This dovetailed well with Caroline Desrosiers‘ talk about her company (and recently joined IPTC Startup Member) Scribely, which provides image description services to e-commerce and photography companies.

Monday also included a detailed session from Michael Steidl, now co-lead of the Photo Metadata Working Group along with David Riecks, who gave a detailed history lesson on metadata embedded in photos and the various ways that image metadata is used in different image formats. The knowledge came in handy on Wednesday when we looked at the detail of how trust metadata is embedded in images.

Pam Fisher, lead of the Video Metadata Working Group, discussed the WG’s recent work updating the Video Metadata Hub User Guide, looking at new embedded metadata formats, and looking at how to promote the use of Video Metadata Hub as a standardised set of video metadata fields in any formats and tools.

Day Two saw a focus on Knowledge Graphs and Semantic Technology, a growing topic of interest in newsrooms and media organisations around the world. We saw presentations on real-world implementations of knowledge graphs from Stuart Jennings of the BBCPia Virtanen of YLE, the Finnish national broadcaster; Ridho Reinanda of Bloomberg, and Manfred Mitterholzer of APA, the Austrian national news agency.

Silver Oliver of consultancy Data Language shared some lessons learned from working with linked data and semantic technologies for 10 years including his work on the BBC Sport Ontology. This led to an update from Paul Kelly on the progress of the IPTC Sports Content Working Group‘s ongoing work on making a semantic web version of our SportsML standard, with help from Silver and others.
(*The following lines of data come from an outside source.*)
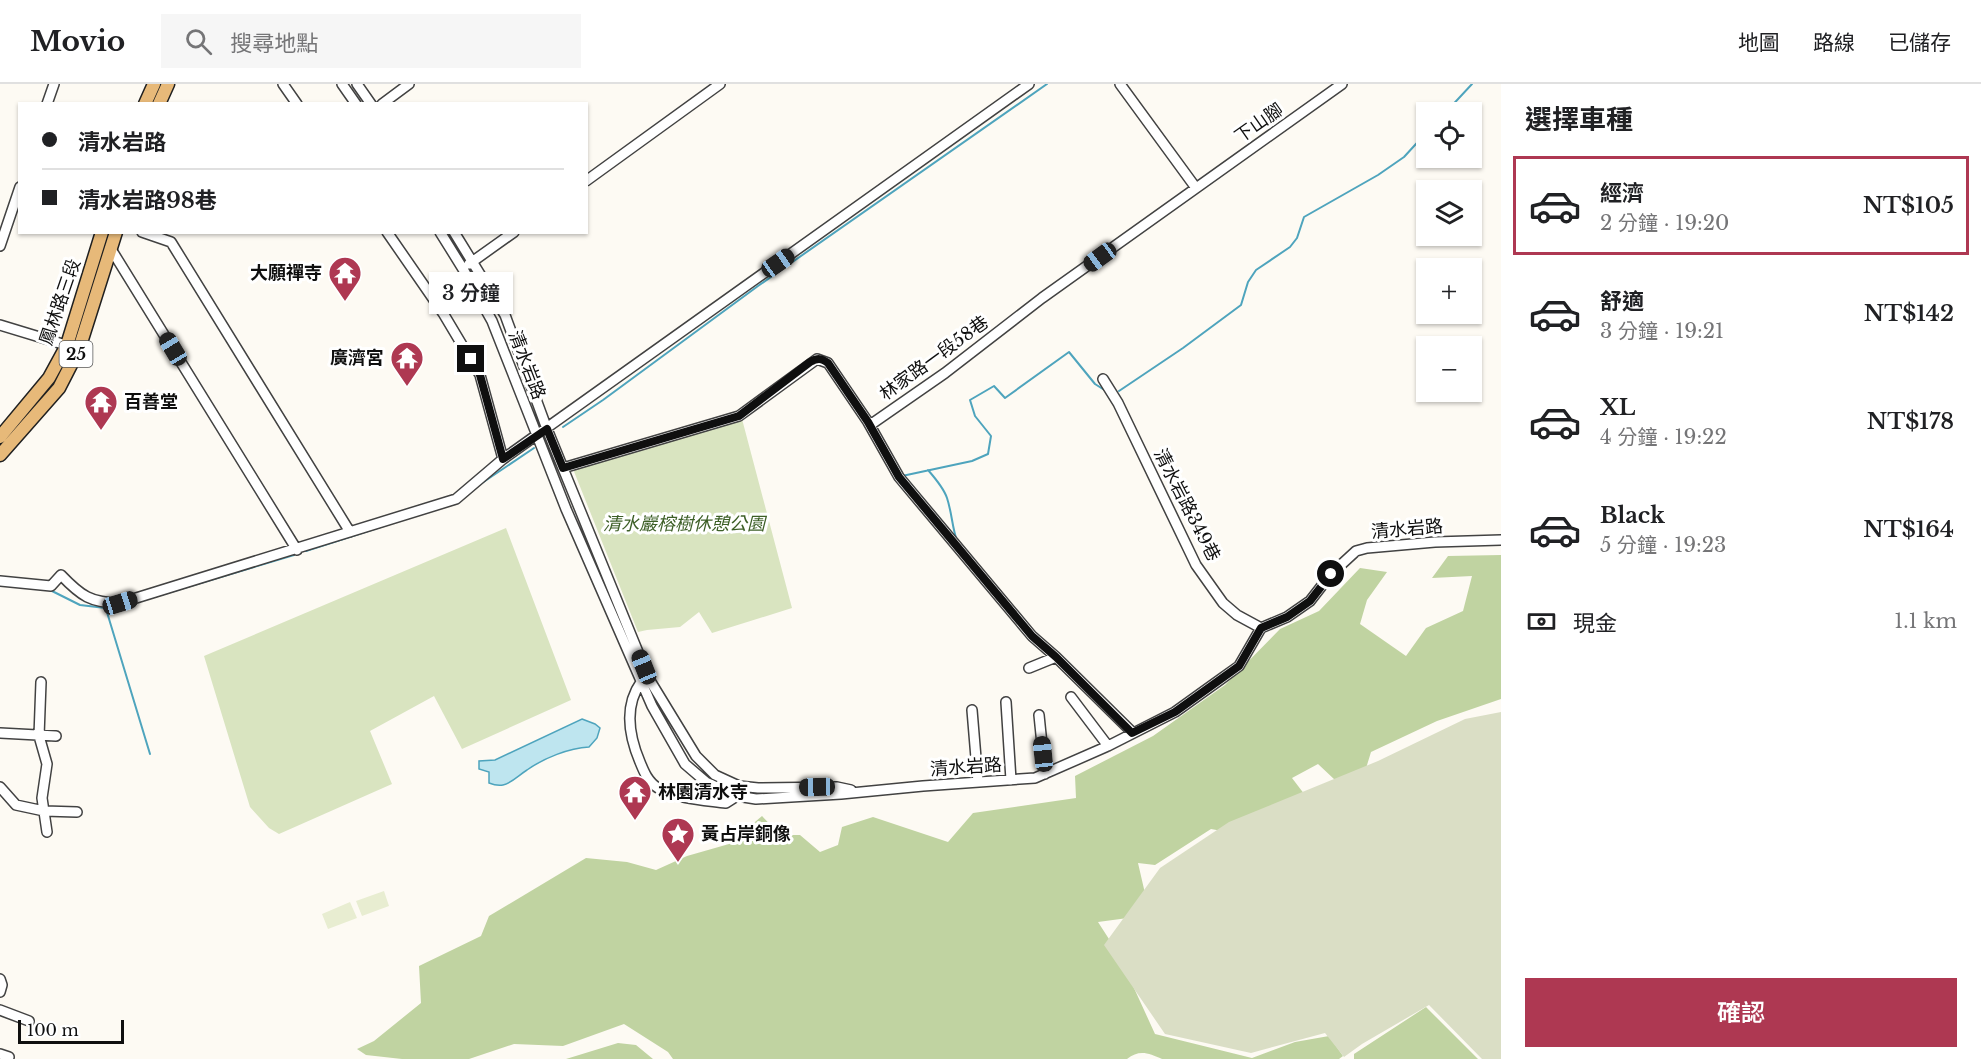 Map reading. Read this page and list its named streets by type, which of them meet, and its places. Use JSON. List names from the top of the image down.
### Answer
{
  "streets": {
    "main road": ["鳳林路三段", "25"],
    "street": [
      "下山腳",
      "林家路一段58巷",
      "清水岩路",
      "清水岩路349巷"
    ]
  },
  "crossings": [
    ["下山腳", "林家路一段58巷"],
    ["林家路一段58巷", "清水岩路"],
    ["清水岩路", "清水岩路349巷"]
  ],
  "parks": ["清水巖榕樹休憩公園"],
  "places": {
    "temple": [
      "大願禪寺",
      "廣濟宮",
      "百善堂",
      "林園清水寺"
    ],
    "place": ["黃占岸銅像"]
  },
  "scale_bar": "100 m",
  "page": {
    "header": "Movio",
    "search": "搜尋地點",
    "nav": ["地圖", "路線", "已儲存"],
    "heading": "選擇車種",
    "map_buttons": ["+", "−"],
    "banner": ["清水岩路", "清水岩路98巷"],
    "list": [
      {
        "name": "經濟",
        "note": "2 分鐘 · 19:20",
        "value": "NT$105"
      },
      {
        "name": "舒適",
        "note": "3 分鐘 · 19:21",
        "value": "NT$142"
      },
      {
        "name": "XL",
        "note": "4 分鐘 · 19:22",
        "value": "NT$178"
      },
      {
        "name": "Black",
        "note": "5 分鐘 · 19:23",
        "value": "NT$164"
      }
    ],
    "bubble": "3 分鐘",
    "pay": ["現金", "1.1 km"],
    "buttons": "確認",
    "scale": "100 m"
  }
} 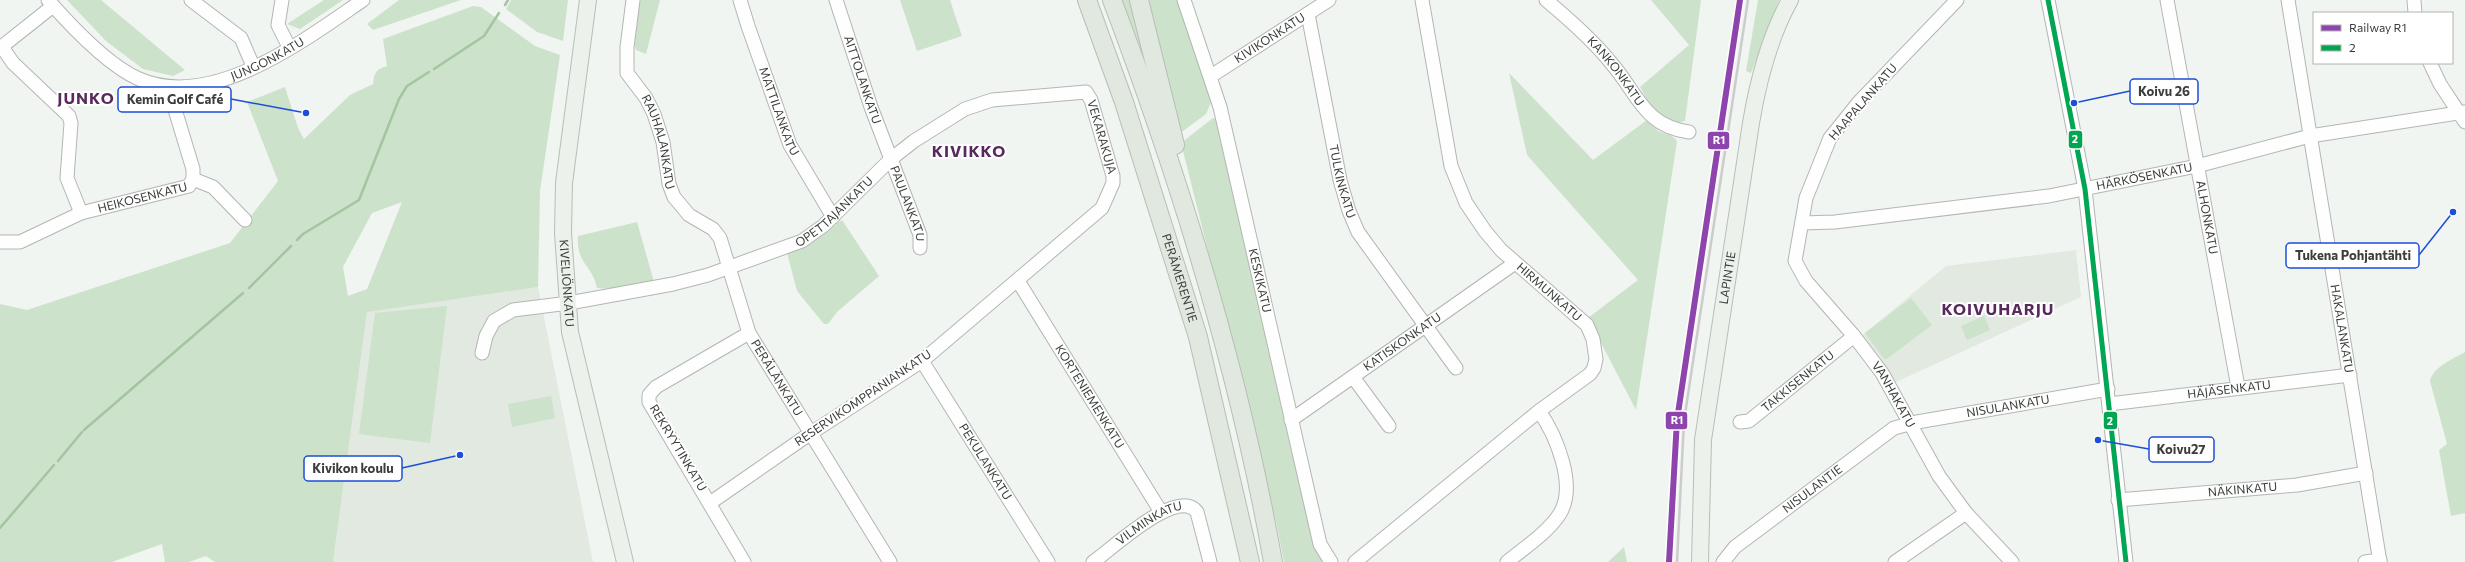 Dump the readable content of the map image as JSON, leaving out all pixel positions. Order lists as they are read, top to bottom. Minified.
{"streets":{"highway":["PERÄMERENTIE"],"main road":["LAPINTIE","KIVELIÖNKATU"],"street":["KIVIKONKATU","JUNGONKATU","KANKONKATU","AITTOLANKATU","HAAPALANKATU","MATTILANKATU","VEKARAKUJA","RAUHALANKATU","HÄRKÖSENKATU","TULKINKATU","HEIKOSENKATU","PAULANKATU","OPETTAJANKATU","ALHONKATU","KESKIKATU","HIRMUNKATU","HAKALANKATU","KATISKONKATU","PERÄLÄNKATU","TAKKISENKATU","HÄJÄSENKATU","KORTENIEMENKATU","VANHAKATU","RESERVIKOMPPANIANKATU","NISULANKATU","REKRYYTINKATU","PEKULANKATU","NISULANTIE","NÄKINKATU","VILMINKATU"]},"crossings":[["KIVIKONKATU","TULKINKATU"],["KIVIKONKATU","KESKIKATU"],["JUNGONKATU","HEIKOSENKATU"],["AITTOLANKATU","PAULANKATU"],["AITTOLANKATU","OPETTAJANKATU"],["HAAPALANKATU","HÄRKÖSENKATU"],["HAAPALANKATU","VANHAKATU"],["MATTILANKATU","OPETTAJANKATU"],["VEKARAKUJA","OPETTAJANKATU"],["VEKARAKUJA","RESERVIKOMPPANIANKATU"],["RAUHALANKATU","OPETTAJANKATU"],["RAUHALANKATU","PERÄLÄNKATU"],["HÄRKÖSENKATU","ALHONKATU"],["HÄRKÖSENKATU","HAKALANKATU"],["HÄRKÖSENKATU","VANHAKATU"],["TULKINKATU","KATISKONKATU"],["PAULANKATU","OPETTAJANKATU"],["OPETTAJANKATU","KIVELIÖNKATU"],["OPETTAJANKATU","PERÄLÄNKATU"],["ALHONKATU","HÄJÄSENKATU"],["KESKIKATU","KATISKONKATU"],["HIRMUNKATU","KATISKONKATU"],["HAKALANKATU","HÄJÄSENKATU"],["HAKALANKATU","NÄKINKATU"],["PERÄLÄNKATU","RESERVIKOMPPANIANKATU"],["PERÄLÄNKATU","REKRYYTINKATU"],["TAKKISENKATU","VANHAKATU"],["KORTENIEMENKATU","RESERVIKOMPPANIANKATU"],["KORTENIEMENKATU","VILMINKATU"],["VANHAKATU","NISULANKATU"],["VANHAKATU","NISULANTIE"],["RESERVIKOMPPANIANKATU","REKRYYTINKATU"],["RESERVIKOMPPANIANKATU","PEKULANKATU"],["NISULANKATU","NISULANTIE"]],"districts":["JUNKO","KIVIKKO","KOIVUHARJU"],"places":["Koivu 26","Kemin Golf Café","Tukena Pohjantähti","Koivu27","Kivikon koulu"],"lines":["rail line R1","transit line 2"],"legend":["Railway R1","2"]}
Day Three started with updates from the News in JSON Working Group (from WG Lead, Johan Lindgren of TT) looking at work towards ninjs 2.0 including Protocol Buffers compatibility and some new fields for rights management. The NewsML-G2 and News Architecture Working Group update from WG Lead, Dave Compton of Refinitiv discussed some work on making NewsML-G2 easier to understand including a soon-to-be-revealed new version of the NewsML-G2 Generator tool.

After Linda Burman presented the recent work of the IPTC Public Relations Committee, we heard from three trust and credibility projects. WeVerify, presented by Denis Tayssou of AFP, is an EU project creating a toolkit for forensic analysis of website and images that can be used by fact checkers. WordProof, presented by its founder Sebastiaan van der Lans, is a blockchain-based verified time-stamping system that can be used to show when a piece of content was first created. Finally C2PA (the Coalition for Content Authenticity and Provenance) was presented by technical working group lead Leonard Rosenthal of Adobe. C2PA is working on the technical details underpinning the Content Authenticity Initiative, which we have heard about before, so it was great to learn more about the nuts and bolts of how it is planned to work.
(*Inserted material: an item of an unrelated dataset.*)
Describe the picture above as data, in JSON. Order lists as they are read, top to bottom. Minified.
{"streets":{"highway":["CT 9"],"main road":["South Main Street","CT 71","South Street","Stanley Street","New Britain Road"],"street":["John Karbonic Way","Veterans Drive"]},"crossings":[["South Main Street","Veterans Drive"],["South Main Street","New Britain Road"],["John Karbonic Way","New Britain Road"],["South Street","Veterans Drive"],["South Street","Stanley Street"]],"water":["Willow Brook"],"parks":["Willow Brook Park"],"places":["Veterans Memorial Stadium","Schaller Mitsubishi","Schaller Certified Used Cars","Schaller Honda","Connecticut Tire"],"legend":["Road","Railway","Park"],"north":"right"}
Jennifer Parrucci of The New York Times, lead of the NewsCodes Working Group, presented the WG’s latest work, including last week’s update to NewsCodes including Media Topics, and looking into future work around supporting new languages, more integration with Wikidata, and explaining how users of Media Topics can extend the vocabulary to include their own terms. Then Kurt Mathiasen of TV2 Danmark discussed his organisation’s use IPTC Media Topics in their system workflows, and the challenges of their plans to use more industry standards such as IPTC’s News Architecture as a way to join up the metadata that is distributed between third-party systems and currently must be re-keyed or cut-and-pasted from one system to another.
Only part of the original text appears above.